Heavy endpoints (content generation, analytics processing) use full Flask:
# Heavy handler (~30MB with Flask, SQLAlchemy, numpy)
from flask import Flask, jsonify
from models import UserMemory
import numpy as np
app = Flask(__name__)
@app.route('/content_duo/generate', methods=['POST'])
def generate_content_duo():
# Complex logic requiring ORM
user = UserMemory.query.filter_by(user_id=request.json['user_id']).first()
# ... generate personalized session ...
return jsonify(session_data)
Trade-off: cold starts are slower, but these are called less frequently.
Per-App Table Prefixing
One RDS instance serves 7+ apps with database-level isolation:
-- Amal app
CREATE TABLE amal_users (...)
CREATE TABLE amal_content_bytes (...)
CREATE TABLE amal_user_memory (...)
-- Thurayya app
CREATE TABLE thurayya_users (...)
CREATE TABLE thurayya_content_bytes (...)
CREATE TABLE thurayya_user_memory (...)
-- Other apps: qais_*, kiDelite_*, etc.
At deploy time, APP_NAME environment variable selects prefix:
app_name = os.getenv('APP_NAME', 'amal') # 'amal', 'thurayya', 'qais', etc.
# Queries dynamically use prefix
table_name = f'{app_name}_users'
cursor.execute(f'SELECT * FROM {table_name} WHERE id = %s', (user_id,))
The Analytics Lake
Problem: Direct database queries for analytics slow down production. Running reports locks tables.
Solution: Asynchronous analytics pipeline
[Mobile App]
↓ (sends event)
[API Endpoint] → [SQS Queue] (async)
↓ (immediately responds to app)
↓ (doesn't wait for analytics)
[Kinesis Firehose] (batches events every 5 min or when 100MB reached)
↓
[S3] (partitioned: s3://analytics-lake/amal/2026/03/28/events.parquet)
↓
[AWS Glue] (crawls S3, infers schema)
↓
[Athena] (SQL queries via Presto engine)
↓
[Dashboard] (shows real-time insights)
Dead Letter Queue (DLQ) Pattern
If analytics fails:
SQS → [Firehose fails]
↓
[DLQ receives failed messages]
↓
[Alert sent to ops]
↓
[Production API is unaffected]
Analytics never blocks user requests. Children can learn even if the analytics pipeline is down.

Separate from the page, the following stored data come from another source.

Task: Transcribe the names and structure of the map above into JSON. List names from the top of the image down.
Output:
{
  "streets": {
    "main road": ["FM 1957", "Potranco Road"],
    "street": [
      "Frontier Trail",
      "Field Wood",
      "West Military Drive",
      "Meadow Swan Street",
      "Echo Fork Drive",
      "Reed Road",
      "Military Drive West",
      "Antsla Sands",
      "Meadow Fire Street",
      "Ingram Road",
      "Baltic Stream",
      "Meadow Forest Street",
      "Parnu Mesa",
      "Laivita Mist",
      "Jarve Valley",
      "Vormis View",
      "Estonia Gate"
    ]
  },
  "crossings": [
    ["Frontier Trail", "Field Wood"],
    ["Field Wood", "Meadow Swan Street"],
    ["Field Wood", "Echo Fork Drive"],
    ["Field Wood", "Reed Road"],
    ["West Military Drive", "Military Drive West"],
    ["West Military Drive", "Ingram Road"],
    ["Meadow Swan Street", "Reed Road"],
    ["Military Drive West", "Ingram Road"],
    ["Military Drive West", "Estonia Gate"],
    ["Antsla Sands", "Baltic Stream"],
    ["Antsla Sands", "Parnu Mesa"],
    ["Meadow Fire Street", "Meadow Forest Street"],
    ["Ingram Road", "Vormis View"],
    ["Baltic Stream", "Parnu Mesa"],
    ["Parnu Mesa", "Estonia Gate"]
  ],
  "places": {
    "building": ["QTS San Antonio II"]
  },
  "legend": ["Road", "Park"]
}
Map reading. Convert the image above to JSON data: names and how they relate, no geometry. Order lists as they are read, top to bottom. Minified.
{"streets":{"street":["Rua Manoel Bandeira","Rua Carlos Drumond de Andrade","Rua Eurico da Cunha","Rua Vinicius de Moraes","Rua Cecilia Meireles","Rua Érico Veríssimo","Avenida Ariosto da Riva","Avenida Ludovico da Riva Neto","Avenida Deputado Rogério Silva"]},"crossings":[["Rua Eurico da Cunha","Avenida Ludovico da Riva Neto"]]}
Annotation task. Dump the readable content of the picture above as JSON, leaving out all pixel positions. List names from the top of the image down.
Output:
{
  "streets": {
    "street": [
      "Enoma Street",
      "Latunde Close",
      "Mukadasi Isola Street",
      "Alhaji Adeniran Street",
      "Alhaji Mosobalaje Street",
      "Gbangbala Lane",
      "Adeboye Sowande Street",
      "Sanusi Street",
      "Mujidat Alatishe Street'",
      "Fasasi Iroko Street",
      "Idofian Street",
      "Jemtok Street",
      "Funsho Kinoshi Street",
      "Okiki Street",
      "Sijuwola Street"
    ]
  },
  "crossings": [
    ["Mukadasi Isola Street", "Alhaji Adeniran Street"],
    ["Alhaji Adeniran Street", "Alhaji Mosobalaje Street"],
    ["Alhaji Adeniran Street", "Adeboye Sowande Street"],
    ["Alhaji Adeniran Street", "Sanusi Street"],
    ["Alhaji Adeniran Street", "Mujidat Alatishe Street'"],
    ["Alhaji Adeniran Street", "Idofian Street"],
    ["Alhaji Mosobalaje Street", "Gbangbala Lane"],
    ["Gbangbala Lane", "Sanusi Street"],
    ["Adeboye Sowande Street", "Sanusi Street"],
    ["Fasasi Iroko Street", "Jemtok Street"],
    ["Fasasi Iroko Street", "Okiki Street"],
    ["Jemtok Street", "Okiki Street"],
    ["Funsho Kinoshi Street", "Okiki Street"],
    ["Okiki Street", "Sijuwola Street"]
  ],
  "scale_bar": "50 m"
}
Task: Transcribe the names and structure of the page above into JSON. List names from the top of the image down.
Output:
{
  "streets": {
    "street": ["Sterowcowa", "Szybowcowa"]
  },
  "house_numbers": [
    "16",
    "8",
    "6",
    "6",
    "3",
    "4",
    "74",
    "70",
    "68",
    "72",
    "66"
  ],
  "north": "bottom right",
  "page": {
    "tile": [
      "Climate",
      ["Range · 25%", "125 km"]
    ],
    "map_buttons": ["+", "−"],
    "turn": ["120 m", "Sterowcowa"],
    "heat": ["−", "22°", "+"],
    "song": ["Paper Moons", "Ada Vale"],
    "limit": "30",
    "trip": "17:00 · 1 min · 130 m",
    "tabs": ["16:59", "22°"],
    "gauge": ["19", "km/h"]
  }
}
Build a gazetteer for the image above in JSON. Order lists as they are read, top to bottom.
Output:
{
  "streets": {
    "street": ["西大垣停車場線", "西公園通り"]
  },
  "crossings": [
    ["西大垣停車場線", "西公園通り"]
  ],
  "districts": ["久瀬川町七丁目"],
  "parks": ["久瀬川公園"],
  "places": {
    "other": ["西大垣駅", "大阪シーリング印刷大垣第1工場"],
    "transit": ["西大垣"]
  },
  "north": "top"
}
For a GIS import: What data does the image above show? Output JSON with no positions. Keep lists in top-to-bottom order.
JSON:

Cost Optimization Strategies
Strategy 1: Thin Lambdas for high-frequency endpoints
- Typical mobile app makes 10-20 API calls per session
- 95,000 active users × 3 sessions/day × 15 calls/session = 4.275M calls/day
- If each call costs $0.0000002 (Lambda pricing), that's $0.86/day
- Reducing cold start time by 10s saves ~$500/month
Strategy 2: RDS Reserved Instances
- Committed 3-year reservation: ~60% discount vs. on-demand
- We use
db.r6i.xlarge(4 vCPU, 32GB RAM): $2,800/month reserved vs. $6,500/month on-demand - Annual savings: ~$50,000
Strategy 3: Caching
- Frequently-accessed data (curriculum, content bytes) cached in ElastiCache (Redis)
- Reduces RDS queries by 70%
- Cost: $800/month for cache, saves $2,000/month in RDS
Serving 7+ Apps from One Codebase
| App | Prefix | DB Tables | Lambda Stack | Status |
|---|---|---|---|---|
| Amal | amal_ |
40+ tables | Shared | Production |
| Thurayya | thurayya_ |
40+ tables | Shared | Production |
| Qais | qais_ |
35+ tables | Shared | Beta |
| KidElite | kidelite_ |
40+ tables | Shared | Production |
| Alphazed School | school_ |
50+ tables | Shared | Beta |
| Alphazed Montessori | montessori_ |
45+ tables | Shared | Internal |
One backend, one deployment pipeline, 6 simultaneous apps. New app launch: weeks instead of months.
FAQ
Q: Doesn't Lambda have a 15-minute timeout limit? A: Lambda has a 15-minute max timeout, but we rarely need long-running requests. Heavy workloads (content generation, large exports) use async jobs with SQS + Step Functions.
Q: What if the database goes down? A: RDS has Multi-AZ failover (primary + standby replica). Failover is automatic and takes ~60 seconds. Clients see brief timeouts but recovery is fast.
Q: How do you handle database connection pooling with stateless Lambda? A: Each Lambda instance maintains a connection pool (reused across warm invocations). Cold starts get fresh connections. RDS Proxy sits between Lambda and RDS to manage connection limits.